TASK ITEM ::
Report every line in the listing that contains the string "small".

MATERIAL PROVIDED ::
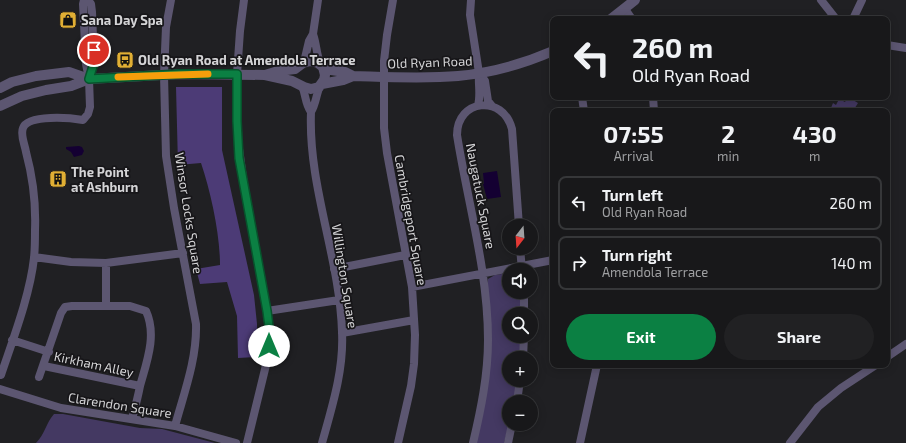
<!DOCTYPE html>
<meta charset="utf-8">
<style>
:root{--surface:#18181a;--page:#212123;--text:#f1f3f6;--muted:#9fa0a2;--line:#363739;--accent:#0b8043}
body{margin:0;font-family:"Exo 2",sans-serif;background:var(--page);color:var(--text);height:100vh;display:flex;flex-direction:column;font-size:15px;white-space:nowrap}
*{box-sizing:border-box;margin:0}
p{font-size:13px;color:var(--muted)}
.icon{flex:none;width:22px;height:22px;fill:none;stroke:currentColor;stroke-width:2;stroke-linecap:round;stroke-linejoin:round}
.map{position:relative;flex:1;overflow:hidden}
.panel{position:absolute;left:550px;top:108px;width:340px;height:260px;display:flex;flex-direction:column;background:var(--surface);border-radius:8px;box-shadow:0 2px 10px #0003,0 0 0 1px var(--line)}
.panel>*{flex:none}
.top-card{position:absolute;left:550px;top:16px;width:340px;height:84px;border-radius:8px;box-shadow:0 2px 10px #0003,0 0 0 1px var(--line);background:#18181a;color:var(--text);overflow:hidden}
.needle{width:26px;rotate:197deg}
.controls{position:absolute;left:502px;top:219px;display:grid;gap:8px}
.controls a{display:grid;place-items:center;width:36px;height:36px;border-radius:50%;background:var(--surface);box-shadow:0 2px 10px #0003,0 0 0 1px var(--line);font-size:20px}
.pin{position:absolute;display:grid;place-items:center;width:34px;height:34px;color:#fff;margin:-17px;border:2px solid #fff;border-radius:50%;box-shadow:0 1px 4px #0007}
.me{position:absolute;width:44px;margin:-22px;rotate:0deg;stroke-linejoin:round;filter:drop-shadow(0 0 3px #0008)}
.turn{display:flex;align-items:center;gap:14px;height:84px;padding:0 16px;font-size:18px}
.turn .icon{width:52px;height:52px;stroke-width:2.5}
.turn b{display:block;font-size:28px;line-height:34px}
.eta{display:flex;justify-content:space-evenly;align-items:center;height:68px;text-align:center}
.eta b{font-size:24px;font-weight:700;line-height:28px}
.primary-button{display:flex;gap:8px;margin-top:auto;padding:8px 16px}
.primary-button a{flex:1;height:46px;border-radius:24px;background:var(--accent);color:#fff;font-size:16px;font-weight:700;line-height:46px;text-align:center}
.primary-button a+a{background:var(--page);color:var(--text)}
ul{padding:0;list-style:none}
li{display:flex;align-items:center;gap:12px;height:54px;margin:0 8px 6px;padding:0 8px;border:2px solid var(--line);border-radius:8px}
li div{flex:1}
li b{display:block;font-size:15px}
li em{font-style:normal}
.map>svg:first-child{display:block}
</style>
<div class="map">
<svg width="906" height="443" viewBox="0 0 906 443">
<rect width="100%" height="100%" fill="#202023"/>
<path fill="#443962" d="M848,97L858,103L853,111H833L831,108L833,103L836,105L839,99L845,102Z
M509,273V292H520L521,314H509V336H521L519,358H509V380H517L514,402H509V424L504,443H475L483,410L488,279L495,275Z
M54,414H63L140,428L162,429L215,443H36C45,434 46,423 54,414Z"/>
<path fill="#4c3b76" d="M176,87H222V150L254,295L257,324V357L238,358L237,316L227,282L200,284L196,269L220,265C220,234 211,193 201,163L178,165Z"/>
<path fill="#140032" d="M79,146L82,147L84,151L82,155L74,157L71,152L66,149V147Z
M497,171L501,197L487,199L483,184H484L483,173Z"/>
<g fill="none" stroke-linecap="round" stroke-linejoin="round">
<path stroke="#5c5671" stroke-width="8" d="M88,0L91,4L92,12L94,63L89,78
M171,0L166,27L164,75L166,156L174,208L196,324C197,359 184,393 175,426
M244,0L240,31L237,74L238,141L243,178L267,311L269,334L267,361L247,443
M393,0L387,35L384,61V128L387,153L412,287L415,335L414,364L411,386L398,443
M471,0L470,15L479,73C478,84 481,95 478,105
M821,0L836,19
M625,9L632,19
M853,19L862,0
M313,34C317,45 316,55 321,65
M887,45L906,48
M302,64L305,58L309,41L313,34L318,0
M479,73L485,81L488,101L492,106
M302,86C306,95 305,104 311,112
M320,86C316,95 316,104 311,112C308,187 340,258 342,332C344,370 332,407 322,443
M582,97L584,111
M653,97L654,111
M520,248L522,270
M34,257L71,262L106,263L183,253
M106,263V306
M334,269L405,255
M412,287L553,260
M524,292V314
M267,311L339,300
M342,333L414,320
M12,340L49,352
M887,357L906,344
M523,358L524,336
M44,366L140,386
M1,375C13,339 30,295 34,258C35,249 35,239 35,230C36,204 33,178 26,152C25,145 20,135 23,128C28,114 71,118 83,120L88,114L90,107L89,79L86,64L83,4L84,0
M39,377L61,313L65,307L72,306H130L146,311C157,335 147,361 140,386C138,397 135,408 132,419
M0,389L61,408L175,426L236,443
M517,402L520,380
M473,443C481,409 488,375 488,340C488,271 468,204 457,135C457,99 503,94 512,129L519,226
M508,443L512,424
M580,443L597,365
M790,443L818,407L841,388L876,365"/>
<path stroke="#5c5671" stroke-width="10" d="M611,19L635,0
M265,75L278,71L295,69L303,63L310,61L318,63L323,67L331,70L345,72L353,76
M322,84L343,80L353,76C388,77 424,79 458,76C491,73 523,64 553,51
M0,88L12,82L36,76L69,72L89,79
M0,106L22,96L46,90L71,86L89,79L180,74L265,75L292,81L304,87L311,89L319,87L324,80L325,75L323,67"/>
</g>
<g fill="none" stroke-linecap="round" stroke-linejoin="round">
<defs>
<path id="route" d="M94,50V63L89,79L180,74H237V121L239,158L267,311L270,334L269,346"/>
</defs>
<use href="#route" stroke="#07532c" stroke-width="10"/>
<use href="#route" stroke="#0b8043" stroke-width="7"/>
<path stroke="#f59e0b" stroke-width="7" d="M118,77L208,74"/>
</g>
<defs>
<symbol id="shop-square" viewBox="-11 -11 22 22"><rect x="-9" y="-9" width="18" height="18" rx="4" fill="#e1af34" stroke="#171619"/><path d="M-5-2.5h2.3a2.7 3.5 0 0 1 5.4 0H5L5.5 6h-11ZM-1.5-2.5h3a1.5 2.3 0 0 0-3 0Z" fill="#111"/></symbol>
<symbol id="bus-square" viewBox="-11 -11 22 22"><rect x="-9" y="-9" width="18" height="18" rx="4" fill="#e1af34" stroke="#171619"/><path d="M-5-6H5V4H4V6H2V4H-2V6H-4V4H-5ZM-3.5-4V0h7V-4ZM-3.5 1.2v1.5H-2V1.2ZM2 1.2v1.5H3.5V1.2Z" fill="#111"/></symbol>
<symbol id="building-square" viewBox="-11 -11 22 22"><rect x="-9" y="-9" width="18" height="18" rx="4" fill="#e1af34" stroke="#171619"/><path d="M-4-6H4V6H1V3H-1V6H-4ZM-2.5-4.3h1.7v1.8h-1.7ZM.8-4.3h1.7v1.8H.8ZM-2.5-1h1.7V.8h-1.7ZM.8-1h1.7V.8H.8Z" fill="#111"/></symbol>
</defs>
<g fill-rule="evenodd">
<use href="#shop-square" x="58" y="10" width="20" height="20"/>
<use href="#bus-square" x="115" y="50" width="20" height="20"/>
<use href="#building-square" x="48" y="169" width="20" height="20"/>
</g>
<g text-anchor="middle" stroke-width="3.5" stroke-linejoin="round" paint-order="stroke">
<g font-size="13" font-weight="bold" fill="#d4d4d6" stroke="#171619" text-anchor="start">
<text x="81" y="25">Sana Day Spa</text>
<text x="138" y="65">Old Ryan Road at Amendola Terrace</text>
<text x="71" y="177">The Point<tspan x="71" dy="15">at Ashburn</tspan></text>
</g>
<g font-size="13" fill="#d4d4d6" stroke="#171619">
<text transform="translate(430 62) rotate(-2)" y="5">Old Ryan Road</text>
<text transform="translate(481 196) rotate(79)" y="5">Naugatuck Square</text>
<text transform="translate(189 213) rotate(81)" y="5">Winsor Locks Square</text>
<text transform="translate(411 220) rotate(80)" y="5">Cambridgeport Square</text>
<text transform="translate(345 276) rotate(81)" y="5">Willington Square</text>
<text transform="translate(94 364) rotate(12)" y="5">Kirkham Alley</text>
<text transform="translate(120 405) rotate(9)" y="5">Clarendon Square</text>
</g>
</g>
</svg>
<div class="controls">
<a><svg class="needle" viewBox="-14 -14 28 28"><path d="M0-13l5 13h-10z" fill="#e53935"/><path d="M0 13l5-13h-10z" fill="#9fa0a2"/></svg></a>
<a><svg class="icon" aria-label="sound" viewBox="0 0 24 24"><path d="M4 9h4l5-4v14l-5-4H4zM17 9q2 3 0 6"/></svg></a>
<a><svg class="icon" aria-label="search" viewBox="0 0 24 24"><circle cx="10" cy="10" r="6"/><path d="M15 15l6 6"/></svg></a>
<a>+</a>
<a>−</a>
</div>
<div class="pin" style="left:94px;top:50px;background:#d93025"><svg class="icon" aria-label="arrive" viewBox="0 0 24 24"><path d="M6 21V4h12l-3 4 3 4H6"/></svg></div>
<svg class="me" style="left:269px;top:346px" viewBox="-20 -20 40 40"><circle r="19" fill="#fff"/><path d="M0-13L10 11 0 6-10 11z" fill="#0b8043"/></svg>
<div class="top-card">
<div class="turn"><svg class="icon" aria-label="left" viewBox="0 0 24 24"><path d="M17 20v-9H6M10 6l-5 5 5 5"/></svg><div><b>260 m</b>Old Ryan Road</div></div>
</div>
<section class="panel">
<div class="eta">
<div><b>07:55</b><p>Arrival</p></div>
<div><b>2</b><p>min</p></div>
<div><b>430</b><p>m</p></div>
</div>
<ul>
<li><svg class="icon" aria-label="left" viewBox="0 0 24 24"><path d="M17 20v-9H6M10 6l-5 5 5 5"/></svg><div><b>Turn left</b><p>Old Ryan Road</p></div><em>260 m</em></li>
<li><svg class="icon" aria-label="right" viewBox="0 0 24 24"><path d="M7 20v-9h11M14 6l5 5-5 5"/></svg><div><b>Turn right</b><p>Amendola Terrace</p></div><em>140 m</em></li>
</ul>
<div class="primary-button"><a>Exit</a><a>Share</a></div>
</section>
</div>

--

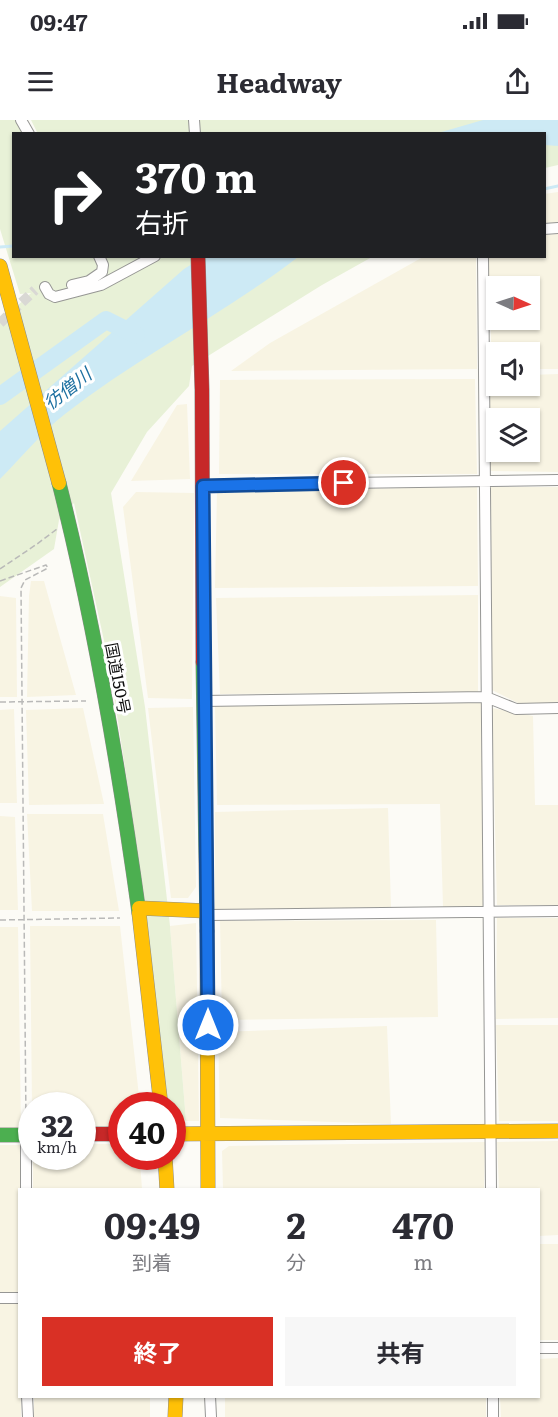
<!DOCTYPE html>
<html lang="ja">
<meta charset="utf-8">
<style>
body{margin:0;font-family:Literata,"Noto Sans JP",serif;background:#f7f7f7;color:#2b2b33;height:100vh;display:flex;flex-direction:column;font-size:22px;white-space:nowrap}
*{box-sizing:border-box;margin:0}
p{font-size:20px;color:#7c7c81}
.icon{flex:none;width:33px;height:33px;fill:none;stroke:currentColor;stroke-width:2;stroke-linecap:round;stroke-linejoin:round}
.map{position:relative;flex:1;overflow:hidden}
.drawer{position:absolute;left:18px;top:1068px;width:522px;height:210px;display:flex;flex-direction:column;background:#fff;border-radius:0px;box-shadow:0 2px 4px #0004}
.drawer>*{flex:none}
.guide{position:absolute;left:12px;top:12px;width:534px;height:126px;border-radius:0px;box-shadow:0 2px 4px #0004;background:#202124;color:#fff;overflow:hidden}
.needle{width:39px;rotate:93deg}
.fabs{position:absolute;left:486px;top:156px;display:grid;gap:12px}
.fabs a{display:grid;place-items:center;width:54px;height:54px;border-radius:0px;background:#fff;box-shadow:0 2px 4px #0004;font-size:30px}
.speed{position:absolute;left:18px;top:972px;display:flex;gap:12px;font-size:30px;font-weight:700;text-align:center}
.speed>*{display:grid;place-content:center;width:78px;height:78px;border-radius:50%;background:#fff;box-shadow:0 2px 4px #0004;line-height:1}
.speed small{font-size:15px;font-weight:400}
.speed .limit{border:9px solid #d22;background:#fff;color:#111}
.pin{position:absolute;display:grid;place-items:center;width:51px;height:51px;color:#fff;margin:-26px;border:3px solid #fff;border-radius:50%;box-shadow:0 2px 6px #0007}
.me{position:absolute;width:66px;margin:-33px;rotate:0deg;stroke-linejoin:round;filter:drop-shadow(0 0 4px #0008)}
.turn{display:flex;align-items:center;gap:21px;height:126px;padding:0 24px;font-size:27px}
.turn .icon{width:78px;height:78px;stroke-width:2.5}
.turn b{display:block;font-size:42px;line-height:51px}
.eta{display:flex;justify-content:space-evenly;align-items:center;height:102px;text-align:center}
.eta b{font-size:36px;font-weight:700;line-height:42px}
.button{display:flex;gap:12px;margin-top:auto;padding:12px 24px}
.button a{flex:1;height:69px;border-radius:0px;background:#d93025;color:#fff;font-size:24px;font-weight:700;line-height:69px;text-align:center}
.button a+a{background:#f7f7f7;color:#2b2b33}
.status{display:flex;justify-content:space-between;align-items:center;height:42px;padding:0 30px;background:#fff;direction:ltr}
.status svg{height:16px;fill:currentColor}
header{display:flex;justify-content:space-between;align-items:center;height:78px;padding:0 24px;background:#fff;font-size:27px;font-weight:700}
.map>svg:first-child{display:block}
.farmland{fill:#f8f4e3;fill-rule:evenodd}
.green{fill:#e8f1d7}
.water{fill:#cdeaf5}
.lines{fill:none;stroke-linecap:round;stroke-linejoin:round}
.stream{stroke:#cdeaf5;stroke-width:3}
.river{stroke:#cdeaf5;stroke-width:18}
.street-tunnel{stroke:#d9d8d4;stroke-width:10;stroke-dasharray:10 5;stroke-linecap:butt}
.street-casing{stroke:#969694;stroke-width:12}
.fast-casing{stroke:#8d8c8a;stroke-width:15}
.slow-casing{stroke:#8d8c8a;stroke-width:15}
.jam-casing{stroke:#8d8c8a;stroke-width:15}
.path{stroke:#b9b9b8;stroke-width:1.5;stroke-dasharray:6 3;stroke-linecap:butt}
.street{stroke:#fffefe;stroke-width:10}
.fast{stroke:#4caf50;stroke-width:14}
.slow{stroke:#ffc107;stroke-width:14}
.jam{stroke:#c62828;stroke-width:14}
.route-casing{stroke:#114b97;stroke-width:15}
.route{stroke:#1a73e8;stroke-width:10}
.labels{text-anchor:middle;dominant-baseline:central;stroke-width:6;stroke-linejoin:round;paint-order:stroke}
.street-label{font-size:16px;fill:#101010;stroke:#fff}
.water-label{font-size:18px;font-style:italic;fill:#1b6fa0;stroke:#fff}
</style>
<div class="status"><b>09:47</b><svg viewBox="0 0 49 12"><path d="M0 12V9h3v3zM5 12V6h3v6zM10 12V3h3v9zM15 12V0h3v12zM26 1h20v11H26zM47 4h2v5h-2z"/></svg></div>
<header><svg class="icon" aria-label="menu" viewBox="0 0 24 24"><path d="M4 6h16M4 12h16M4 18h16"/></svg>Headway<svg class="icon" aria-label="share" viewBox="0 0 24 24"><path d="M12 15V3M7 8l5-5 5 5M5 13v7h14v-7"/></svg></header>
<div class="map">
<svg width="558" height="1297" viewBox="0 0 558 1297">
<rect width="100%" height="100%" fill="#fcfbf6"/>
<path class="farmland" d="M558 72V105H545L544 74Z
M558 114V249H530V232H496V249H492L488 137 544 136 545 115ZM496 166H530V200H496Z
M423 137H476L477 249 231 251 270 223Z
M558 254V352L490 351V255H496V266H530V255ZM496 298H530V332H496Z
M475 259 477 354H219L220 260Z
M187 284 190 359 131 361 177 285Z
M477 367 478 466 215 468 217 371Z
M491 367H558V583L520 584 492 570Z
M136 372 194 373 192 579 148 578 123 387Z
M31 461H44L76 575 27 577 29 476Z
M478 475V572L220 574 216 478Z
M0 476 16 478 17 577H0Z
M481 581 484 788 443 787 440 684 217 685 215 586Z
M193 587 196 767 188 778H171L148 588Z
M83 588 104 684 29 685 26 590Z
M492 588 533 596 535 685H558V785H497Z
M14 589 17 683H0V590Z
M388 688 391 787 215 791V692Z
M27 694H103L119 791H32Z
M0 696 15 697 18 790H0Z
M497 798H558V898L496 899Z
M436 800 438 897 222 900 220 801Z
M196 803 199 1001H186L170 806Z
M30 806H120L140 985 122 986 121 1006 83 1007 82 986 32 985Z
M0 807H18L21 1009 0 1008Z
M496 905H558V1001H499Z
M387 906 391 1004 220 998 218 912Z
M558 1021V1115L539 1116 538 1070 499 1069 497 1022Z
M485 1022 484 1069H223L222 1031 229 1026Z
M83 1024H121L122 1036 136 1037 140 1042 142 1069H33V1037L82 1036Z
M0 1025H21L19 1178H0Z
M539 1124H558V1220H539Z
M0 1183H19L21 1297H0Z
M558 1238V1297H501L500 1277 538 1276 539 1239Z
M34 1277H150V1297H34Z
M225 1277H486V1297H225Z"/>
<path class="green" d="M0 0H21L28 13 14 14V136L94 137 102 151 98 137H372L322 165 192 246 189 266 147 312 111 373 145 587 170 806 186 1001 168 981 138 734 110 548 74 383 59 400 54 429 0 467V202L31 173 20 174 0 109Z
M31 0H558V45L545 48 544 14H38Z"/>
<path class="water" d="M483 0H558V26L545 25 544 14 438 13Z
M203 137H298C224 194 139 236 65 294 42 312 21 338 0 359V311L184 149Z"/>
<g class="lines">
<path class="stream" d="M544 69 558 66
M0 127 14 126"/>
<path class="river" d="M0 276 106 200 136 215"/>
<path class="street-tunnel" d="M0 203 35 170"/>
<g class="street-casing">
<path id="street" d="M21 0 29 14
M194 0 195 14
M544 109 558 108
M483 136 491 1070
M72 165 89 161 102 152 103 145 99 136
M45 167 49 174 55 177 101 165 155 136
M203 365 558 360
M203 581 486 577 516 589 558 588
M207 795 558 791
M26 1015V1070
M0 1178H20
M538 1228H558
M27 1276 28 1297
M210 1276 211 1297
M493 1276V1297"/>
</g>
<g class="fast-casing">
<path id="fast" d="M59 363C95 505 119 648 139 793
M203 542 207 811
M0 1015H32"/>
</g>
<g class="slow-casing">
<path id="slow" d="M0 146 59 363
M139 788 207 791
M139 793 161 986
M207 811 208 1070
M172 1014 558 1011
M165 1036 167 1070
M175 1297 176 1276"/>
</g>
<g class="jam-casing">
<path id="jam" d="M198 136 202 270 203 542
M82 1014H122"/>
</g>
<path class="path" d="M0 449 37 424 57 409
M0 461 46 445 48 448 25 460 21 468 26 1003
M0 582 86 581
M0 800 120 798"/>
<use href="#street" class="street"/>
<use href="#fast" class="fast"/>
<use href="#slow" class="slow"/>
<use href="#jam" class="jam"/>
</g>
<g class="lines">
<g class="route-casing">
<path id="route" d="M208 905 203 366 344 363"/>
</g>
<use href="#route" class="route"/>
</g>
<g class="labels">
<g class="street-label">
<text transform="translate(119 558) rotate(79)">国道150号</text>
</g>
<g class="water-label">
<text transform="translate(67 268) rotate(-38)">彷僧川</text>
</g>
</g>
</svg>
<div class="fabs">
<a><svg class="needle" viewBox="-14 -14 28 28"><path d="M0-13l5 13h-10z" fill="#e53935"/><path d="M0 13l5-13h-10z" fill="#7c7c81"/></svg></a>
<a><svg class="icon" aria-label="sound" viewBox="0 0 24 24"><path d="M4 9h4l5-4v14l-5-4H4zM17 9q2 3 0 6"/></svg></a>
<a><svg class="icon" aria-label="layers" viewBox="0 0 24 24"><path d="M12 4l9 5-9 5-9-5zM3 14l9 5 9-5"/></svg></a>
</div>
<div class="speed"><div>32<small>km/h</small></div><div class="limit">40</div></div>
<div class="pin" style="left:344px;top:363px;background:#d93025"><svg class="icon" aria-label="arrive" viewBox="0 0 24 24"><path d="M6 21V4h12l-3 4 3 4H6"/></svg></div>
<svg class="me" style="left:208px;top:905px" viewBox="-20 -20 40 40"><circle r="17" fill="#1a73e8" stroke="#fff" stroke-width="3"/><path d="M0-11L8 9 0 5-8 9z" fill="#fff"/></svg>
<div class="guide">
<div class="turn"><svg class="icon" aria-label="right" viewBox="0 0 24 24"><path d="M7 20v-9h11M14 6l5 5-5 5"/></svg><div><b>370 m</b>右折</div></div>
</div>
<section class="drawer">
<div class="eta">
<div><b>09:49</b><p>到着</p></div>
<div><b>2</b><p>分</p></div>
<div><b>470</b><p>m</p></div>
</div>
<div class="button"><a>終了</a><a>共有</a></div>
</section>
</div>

WORKED SOLUTION ::
.speed small{font-size:15px;font-weight:400}
<div class="speed"><div>32<small>km/h</small></div><div class="limit">40</div></div>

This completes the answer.